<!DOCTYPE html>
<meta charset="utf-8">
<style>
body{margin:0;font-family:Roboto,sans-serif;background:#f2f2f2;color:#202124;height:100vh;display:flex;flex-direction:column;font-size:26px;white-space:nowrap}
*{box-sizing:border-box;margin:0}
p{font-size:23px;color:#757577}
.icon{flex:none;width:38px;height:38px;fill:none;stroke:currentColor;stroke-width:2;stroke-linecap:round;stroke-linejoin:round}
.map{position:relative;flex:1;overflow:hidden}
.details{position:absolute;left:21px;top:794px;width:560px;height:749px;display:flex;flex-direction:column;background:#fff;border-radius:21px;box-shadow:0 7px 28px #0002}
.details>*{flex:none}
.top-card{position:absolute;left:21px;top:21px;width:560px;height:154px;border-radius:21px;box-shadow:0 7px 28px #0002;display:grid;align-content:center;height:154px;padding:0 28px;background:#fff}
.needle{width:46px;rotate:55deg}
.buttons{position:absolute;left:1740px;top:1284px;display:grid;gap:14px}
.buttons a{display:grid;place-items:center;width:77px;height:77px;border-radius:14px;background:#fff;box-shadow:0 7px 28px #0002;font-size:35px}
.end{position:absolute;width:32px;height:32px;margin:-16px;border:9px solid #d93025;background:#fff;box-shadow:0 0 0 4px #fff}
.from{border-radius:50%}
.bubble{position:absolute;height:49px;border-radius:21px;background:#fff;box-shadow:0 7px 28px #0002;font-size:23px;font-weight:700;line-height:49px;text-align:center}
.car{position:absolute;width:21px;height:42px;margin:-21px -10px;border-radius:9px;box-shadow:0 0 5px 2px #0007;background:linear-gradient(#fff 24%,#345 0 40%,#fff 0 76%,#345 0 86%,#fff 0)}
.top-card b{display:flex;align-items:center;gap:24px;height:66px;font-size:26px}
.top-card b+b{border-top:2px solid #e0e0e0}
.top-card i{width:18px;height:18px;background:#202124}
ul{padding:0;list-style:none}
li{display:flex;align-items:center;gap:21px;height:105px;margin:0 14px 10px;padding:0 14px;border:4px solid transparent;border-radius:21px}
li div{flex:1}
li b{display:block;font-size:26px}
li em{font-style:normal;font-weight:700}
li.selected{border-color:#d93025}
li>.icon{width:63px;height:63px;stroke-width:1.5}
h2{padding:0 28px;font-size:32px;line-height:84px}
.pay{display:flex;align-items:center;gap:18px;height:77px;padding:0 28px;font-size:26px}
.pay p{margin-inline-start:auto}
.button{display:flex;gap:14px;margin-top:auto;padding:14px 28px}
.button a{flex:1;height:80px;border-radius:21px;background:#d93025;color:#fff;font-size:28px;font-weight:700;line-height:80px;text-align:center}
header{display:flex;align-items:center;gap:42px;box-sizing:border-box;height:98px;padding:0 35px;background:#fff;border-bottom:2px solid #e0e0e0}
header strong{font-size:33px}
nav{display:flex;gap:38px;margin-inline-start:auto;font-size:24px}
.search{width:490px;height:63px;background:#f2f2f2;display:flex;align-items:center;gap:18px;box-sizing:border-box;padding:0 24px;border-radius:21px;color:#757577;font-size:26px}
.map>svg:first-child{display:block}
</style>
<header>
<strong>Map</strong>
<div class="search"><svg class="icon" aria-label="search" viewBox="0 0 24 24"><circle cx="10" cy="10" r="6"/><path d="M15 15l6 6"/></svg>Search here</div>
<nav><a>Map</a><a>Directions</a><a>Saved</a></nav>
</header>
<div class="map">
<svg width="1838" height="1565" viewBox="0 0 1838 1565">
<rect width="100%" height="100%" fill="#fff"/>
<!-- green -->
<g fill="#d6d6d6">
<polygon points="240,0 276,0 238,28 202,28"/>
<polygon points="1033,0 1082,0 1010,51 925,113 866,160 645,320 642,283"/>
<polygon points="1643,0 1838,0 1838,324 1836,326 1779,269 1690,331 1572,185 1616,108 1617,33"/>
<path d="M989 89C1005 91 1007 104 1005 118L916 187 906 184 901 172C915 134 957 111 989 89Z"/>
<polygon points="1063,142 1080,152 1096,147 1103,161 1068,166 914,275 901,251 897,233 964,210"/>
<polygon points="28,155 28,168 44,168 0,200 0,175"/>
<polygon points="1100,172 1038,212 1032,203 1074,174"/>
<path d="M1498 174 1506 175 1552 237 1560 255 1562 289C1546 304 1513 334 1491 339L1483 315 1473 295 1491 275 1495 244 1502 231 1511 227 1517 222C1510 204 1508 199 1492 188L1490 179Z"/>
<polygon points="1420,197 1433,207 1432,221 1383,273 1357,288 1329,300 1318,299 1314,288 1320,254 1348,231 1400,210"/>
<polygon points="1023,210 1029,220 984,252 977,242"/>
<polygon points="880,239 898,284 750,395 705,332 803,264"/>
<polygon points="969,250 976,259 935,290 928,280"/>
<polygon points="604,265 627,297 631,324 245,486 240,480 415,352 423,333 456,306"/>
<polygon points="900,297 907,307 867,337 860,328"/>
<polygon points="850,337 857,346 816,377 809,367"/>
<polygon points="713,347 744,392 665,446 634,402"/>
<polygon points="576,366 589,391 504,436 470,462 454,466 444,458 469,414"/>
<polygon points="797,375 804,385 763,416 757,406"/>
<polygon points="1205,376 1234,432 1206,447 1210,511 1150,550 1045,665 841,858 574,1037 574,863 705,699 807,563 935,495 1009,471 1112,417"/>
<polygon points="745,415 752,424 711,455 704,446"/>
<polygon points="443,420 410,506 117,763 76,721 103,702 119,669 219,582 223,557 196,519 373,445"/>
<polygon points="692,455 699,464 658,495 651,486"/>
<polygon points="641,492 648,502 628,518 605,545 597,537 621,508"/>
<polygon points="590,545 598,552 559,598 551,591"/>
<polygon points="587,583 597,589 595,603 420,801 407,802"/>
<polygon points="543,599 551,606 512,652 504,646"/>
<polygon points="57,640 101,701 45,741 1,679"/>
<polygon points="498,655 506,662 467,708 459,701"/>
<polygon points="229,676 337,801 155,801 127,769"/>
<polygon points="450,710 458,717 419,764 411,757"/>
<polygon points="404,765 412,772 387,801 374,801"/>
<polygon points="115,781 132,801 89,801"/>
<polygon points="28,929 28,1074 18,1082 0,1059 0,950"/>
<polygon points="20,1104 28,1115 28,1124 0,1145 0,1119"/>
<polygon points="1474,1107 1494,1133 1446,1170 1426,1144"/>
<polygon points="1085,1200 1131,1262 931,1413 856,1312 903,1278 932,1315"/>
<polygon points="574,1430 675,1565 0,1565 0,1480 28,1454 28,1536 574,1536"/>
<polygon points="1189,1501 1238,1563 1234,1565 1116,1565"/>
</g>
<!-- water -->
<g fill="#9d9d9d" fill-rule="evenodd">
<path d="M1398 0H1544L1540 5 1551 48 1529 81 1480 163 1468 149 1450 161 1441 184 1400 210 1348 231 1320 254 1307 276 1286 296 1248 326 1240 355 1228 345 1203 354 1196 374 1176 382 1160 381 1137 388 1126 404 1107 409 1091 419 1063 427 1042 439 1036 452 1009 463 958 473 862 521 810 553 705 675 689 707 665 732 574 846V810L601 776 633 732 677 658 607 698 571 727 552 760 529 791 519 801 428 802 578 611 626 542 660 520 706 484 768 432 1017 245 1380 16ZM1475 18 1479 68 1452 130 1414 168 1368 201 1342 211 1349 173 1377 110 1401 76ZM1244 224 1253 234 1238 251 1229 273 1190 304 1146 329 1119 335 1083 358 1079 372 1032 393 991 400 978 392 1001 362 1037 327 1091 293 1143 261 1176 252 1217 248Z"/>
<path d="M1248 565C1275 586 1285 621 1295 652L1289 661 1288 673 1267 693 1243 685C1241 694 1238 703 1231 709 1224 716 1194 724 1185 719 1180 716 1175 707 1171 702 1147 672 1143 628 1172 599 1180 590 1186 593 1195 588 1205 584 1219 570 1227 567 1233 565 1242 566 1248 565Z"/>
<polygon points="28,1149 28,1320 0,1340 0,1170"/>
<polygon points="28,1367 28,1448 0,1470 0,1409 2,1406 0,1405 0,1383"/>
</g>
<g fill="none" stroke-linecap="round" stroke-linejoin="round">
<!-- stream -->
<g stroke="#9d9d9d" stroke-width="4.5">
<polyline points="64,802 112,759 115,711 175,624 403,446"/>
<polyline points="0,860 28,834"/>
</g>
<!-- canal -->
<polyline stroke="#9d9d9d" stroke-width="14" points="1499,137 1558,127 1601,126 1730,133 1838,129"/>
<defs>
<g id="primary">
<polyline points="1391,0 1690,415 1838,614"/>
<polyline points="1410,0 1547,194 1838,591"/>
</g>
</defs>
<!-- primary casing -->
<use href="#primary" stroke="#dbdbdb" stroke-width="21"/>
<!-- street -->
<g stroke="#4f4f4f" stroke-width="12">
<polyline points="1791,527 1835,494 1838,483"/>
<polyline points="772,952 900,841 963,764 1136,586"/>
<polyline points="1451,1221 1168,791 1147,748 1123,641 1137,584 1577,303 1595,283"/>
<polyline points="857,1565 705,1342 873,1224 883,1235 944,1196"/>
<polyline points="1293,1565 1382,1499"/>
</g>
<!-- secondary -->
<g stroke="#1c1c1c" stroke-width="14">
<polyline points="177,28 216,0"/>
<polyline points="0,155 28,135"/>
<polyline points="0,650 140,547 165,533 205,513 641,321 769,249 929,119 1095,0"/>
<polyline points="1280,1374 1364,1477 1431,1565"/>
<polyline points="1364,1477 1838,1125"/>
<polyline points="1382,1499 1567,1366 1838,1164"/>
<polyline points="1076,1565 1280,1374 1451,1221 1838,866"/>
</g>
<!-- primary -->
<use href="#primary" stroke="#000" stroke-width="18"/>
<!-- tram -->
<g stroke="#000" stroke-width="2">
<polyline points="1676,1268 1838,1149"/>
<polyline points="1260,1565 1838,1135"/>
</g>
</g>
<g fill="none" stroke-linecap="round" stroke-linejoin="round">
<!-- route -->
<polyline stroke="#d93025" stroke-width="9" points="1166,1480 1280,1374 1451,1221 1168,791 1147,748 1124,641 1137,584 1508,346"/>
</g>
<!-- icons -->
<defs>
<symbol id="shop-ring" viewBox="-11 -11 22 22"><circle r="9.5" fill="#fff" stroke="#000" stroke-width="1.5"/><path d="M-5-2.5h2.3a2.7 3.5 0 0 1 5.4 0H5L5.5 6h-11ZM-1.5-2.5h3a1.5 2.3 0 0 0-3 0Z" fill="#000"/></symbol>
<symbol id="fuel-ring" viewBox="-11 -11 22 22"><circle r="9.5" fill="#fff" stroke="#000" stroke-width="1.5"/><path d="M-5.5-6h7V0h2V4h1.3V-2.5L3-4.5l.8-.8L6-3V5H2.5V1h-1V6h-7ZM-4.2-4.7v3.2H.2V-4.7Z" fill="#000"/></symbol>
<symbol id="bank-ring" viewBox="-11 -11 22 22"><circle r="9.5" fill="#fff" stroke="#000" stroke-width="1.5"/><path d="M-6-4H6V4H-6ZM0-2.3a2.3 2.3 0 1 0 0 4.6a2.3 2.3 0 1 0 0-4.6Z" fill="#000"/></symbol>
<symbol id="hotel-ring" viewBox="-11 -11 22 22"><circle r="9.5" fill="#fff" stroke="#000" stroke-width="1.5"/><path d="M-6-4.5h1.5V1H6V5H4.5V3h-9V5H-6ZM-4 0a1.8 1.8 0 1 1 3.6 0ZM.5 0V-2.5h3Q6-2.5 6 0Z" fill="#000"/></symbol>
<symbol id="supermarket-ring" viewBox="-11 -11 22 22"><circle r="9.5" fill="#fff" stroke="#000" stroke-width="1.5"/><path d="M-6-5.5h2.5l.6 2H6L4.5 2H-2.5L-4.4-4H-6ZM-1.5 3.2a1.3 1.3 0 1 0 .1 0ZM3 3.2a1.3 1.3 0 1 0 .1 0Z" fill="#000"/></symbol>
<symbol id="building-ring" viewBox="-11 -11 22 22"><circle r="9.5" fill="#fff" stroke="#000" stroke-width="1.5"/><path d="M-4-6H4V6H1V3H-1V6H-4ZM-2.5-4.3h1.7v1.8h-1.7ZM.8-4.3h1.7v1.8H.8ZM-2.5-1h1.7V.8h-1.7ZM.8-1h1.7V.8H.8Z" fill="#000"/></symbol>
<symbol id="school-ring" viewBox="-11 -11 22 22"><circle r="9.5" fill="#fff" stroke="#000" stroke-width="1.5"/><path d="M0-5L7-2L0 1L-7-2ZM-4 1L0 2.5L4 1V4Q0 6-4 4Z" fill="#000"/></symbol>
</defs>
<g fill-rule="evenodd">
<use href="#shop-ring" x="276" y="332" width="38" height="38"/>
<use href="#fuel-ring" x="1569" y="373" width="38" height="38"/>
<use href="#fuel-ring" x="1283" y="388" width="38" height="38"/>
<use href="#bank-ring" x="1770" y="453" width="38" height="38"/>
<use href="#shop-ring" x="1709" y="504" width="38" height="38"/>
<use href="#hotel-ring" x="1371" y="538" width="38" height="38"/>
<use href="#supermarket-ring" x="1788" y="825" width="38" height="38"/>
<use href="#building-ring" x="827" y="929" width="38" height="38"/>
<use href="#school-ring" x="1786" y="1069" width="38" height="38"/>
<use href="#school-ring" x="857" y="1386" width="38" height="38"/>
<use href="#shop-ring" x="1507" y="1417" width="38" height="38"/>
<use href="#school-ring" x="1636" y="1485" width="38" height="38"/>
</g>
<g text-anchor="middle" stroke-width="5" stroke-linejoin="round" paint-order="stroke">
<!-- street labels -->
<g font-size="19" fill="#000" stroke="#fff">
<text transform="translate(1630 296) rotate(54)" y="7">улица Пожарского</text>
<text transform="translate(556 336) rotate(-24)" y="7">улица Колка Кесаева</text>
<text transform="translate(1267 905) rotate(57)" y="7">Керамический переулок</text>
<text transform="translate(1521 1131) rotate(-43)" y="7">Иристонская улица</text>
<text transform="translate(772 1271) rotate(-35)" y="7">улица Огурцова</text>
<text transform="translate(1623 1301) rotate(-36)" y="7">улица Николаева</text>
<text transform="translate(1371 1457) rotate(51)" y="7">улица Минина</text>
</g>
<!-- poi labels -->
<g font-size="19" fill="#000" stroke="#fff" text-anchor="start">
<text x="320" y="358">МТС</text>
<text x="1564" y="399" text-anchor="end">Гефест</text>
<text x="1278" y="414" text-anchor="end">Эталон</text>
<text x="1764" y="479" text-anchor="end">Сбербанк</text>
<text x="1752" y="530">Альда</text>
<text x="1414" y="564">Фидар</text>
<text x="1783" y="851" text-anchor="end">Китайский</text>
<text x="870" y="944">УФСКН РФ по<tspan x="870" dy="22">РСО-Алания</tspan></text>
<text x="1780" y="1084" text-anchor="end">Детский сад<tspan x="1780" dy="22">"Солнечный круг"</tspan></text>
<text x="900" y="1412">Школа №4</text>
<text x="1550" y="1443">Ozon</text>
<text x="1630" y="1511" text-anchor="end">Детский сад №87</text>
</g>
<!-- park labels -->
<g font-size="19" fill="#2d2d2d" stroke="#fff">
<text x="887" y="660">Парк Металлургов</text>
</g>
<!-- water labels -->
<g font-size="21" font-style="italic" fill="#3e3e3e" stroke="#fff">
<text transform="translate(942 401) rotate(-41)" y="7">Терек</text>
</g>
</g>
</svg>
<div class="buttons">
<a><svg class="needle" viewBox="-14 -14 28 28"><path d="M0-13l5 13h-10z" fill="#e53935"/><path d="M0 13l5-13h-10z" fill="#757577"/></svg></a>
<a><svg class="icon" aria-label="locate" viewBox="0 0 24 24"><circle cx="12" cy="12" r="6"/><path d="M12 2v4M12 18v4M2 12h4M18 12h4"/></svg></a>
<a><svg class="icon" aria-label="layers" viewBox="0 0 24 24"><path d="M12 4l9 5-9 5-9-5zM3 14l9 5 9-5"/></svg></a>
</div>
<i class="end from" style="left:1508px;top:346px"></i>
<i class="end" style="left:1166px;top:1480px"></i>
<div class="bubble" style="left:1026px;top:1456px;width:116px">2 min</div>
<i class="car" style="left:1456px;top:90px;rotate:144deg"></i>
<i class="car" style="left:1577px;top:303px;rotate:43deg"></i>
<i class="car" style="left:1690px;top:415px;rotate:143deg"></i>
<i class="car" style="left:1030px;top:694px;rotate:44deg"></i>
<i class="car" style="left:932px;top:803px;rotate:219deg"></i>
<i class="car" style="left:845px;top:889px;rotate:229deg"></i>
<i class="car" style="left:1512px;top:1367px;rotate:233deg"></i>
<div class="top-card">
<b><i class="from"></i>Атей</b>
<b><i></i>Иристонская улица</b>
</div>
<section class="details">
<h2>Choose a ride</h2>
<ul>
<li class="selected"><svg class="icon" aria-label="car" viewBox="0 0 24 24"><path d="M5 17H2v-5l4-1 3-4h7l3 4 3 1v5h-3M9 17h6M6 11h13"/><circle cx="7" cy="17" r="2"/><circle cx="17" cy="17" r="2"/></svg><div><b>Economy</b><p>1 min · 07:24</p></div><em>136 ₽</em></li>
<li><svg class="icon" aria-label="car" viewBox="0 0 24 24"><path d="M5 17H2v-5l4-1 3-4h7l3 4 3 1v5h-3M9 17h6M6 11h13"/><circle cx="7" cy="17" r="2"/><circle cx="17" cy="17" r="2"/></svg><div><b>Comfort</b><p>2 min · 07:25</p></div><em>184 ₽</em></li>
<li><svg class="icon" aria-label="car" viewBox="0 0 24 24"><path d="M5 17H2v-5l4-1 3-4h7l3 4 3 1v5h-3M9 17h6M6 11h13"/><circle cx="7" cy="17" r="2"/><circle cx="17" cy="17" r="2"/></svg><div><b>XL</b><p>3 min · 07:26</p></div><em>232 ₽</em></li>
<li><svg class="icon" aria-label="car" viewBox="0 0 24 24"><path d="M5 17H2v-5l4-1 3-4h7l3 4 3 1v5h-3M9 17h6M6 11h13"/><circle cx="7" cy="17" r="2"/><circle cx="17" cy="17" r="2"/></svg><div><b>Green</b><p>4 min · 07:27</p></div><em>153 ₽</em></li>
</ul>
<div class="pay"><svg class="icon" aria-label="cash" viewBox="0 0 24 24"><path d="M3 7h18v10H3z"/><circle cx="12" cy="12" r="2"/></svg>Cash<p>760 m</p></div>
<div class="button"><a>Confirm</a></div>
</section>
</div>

Task statement:
Only the number should be given: the count of lines above that hold the word "none".

Output:
5